=== Exercise ===
Stop at the line that contains "font-size:13px; font-weight:400; color:#757577". Until then, set down each line of the records exactly, beginning with the first, and skip pictures.

··· Material for this exercise ···

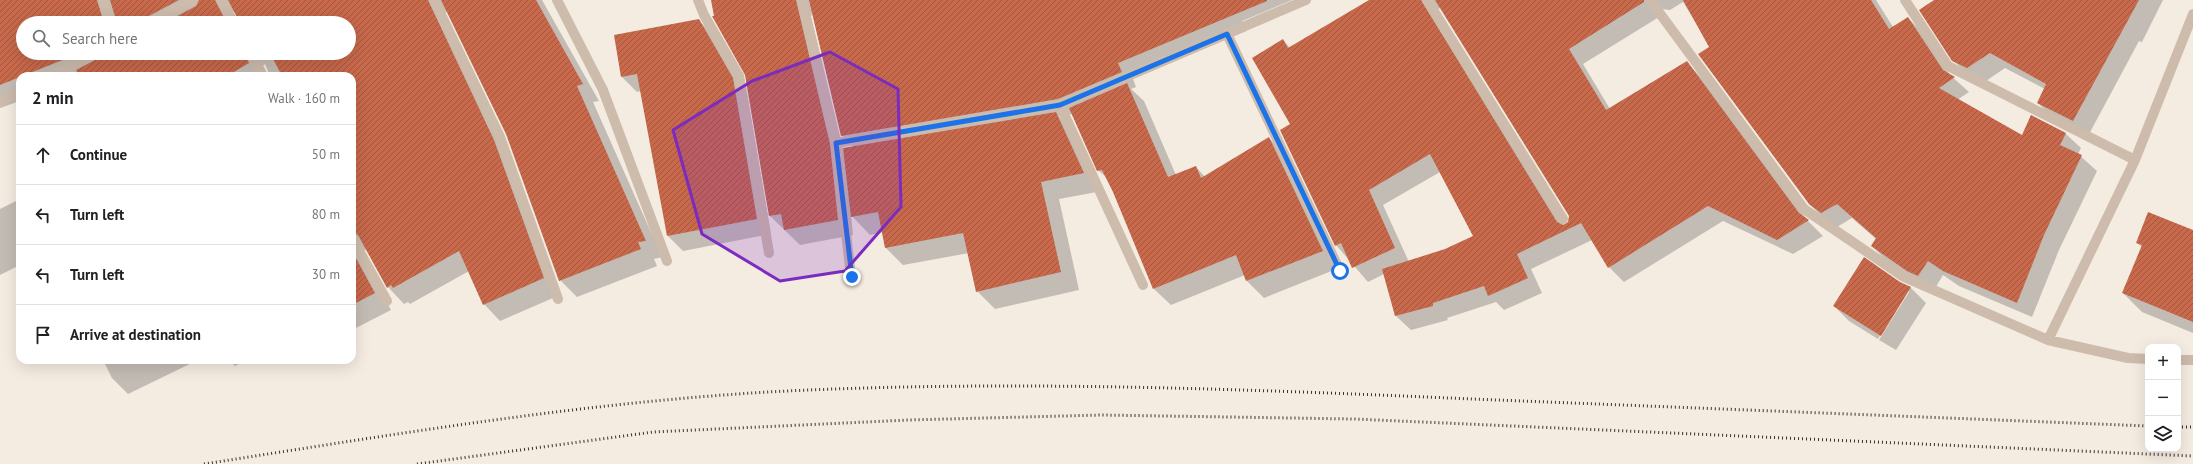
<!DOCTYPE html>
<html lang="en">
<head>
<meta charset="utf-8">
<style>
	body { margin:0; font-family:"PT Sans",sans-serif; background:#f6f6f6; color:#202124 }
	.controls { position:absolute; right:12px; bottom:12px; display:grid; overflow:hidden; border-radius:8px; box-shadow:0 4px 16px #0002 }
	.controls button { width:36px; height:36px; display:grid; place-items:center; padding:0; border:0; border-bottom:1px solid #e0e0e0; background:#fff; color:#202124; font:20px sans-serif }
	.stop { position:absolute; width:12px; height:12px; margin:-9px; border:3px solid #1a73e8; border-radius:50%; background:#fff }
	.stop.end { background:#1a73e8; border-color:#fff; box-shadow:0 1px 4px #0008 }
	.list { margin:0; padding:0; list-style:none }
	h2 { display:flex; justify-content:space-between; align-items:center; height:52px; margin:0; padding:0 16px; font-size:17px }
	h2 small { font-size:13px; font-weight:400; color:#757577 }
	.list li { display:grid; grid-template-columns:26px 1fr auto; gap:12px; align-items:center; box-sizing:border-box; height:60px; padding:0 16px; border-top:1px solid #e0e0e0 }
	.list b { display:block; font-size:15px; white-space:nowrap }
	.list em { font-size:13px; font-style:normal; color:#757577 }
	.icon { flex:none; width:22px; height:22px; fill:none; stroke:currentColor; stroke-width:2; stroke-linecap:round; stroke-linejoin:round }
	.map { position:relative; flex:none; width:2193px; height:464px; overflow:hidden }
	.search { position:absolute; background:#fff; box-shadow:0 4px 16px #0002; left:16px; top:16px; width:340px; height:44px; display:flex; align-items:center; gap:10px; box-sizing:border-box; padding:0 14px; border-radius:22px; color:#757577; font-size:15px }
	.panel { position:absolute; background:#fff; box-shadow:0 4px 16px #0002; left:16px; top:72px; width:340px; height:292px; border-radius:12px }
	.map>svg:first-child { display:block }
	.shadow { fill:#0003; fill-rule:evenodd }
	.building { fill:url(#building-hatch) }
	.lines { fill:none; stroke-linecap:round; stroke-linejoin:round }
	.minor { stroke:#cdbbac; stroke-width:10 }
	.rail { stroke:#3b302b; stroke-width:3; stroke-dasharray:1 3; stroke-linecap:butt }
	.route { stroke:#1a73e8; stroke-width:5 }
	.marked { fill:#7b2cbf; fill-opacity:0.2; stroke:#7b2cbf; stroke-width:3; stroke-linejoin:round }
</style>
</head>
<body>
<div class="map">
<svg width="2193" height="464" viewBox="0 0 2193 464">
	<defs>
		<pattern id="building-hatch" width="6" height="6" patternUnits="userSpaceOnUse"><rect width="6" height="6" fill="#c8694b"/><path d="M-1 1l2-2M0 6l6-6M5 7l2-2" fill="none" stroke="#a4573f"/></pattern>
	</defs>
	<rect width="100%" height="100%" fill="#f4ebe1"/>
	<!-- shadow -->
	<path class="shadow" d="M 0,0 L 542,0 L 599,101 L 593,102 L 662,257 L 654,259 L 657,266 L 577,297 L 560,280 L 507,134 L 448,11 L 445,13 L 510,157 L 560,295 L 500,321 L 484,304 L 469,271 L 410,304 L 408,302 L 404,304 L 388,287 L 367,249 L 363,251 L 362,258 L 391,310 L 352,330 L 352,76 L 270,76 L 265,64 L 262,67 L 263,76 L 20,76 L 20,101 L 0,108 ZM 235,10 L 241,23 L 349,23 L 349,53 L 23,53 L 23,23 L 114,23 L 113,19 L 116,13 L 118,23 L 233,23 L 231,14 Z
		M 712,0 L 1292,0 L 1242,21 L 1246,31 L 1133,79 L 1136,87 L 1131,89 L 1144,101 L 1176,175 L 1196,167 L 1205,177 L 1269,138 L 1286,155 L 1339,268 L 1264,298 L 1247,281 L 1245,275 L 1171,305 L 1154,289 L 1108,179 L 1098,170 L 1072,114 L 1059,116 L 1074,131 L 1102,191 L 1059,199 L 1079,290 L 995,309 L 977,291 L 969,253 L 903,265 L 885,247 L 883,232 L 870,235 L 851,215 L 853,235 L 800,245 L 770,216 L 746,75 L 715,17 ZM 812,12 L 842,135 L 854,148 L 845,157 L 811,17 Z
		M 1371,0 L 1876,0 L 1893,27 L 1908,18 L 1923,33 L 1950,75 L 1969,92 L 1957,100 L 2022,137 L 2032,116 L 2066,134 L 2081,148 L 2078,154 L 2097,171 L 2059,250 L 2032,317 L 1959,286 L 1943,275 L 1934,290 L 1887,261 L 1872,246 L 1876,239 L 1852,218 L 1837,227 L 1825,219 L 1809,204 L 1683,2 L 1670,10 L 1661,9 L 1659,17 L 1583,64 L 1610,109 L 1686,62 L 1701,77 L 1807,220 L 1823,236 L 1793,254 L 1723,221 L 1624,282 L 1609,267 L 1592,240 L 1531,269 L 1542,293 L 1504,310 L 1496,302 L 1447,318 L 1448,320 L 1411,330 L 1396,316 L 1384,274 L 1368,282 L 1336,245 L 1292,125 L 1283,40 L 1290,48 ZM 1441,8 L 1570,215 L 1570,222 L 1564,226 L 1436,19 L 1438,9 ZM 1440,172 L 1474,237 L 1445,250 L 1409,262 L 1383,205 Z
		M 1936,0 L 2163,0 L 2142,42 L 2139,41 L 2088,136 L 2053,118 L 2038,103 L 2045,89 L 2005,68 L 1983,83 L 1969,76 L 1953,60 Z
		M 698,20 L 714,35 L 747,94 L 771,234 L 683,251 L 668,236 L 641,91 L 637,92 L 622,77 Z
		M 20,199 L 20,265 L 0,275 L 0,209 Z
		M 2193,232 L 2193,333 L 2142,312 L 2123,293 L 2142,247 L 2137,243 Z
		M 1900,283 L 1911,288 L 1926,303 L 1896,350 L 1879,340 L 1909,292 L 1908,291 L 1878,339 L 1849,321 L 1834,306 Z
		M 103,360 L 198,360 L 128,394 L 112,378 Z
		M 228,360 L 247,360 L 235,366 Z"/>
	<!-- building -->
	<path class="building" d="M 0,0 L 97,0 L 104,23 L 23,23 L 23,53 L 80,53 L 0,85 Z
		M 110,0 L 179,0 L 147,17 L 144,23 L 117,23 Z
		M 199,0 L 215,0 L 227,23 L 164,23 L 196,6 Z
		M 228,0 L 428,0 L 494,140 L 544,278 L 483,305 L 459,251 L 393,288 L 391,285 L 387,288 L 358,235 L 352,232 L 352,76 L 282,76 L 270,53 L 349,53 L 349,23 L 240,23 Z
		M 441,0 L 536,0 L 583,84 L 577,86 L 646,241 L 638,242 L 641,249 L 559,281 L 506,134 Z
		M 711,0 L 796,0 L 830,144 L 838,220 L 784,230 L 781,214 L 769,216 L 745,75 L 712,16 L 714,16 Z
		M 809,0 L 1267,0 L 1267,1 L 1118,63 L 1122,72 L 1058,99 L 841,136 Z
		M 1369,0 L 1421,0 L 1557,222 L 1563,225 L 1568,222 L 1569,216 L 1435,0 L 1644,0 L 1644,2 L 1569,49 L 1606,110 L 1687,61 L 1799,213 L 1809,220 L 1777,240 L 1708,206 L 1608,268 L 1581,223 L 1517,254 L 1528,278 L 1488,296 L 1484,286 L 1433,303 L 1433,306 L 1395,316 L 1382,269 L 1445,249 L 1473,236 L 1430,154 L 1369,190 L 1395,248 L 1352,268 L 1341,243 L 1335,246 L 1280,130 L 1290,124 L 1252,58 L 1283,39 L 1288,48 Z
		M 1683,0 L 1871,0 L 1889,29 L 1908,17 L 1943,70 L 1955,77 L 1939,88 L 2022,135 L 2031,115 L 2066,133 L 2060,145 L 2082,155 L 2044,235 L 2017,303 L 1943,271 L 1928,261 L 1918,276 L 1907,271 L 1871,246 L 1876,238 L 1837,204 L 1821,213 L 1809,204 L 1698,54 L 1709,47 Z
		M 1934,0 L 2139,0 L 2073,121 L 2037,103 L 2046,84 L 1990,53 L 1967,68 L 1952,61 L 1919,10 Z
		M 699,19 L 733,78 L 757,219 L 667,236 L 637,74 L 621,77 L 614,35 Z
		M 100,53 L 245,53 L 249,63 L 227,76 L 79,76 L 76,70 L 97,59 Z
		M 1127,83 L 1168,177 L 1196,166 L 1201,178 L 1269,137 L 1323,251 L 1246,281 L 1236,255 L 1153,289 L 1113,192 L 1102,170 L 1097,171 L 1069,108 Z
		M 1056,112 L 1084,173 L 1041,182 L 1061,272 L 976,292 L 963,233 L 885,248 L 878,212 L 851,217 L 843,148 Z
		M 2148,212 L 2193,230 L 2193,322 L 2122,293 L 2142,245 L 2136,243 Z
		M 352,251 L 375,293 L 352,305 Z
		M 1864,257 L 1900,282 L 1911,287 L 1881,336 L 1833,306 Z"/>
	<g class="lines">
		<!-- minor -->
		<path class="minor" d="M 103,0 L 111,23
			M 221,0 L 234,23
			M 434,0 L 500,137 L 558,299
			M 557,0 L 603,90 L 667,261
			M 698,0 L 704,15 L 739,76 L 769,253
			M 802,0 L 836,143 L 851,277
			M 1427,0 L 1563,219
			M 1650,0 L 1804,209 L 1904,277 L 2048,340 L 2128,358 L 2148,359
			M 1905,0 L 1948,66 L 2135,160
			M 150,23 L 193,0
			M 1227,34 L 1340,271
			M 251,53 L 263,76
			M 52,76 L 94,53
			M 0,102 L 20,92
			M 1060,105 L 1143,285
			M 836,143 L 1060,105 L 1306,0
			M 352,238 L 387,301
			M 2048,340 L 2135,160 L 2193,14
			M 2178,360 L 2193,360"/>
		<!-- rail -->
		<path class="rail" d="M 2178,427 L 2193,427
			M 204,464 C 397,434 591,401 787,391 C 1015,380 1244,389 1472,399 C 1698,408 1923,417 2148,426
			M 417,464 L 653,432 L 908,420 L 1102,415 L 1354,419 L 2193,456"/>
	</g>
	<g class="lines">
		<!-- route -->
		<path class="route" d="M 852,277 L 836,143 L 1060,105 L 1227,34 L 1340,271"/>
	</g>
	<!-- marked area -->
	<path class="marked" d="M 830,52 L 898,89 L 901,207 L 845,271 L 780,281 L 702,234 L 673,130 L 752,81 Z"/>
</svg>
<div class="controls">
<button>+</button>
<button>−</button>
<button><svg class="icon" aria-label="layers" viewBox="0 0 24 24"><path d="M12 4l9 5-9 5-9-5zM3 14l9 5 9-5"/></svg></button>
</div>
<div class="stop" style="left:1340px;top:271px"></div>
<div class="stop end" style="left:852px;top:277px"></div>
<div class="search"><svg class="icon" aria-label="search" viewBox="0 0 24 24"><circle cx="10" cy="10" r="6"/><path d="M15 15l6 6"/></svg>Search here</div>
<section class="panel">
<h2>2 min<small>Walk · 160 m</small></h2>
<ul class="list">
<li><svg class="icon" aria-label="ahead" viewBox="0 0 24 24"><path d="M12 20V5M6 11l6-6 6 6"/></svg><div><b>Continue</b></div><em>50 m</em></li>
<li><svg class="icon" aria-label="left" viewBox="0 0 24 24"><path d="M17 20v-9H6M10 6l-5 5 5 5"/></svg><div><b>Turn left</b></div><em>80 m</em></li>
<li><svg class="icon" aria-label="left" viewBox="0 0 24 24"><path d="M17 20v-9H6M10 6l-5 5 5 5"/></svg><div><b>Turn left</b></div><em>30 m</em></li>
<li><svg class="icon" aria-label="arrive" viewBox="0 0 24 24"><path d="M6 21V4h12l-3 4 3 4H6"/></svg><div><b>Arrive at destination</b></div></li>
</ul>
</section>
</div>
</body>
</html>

···

=== Output for this task ===
<!DOCTYPE html>
<html lang="en">
<head>
<meta charset="utf-8">
<style>
	body { margin:0; font-family:"PT Sans",sans-serif; background:#f6f6f6; color:#202124 }
	.controls { position:absolute; right:12px; bottom:12px; display:grid; overflow:hidden; border-radius:8px; box-shadow:0 4px 16px #0002 }
	.controls button { width:36px; height:36px; display:grid; place-items:center; padding:0; border:0; border-bottom:1px solid #e0e0e0; background:#fff; color:#202124; font:20px sans-serif }
	.stop { position:absolute; width:12px; height:12px; margin:-9px; border:3px solid #1a73e8; border-radius:50%; background:#fff }
	.stop.end { background:#1a73e8; border-color:#fff; box-shadow:0 1px 4px #0008 }
	.list { margin:0; padding:0; list-style:none }
	h2 { display:flex; justify-content:space-between; align-items:center; height:52px; margin:0; padding:0 16px; font-size:17px }
	h2 small { font-size:13px; font-weight:400; color:#757577 }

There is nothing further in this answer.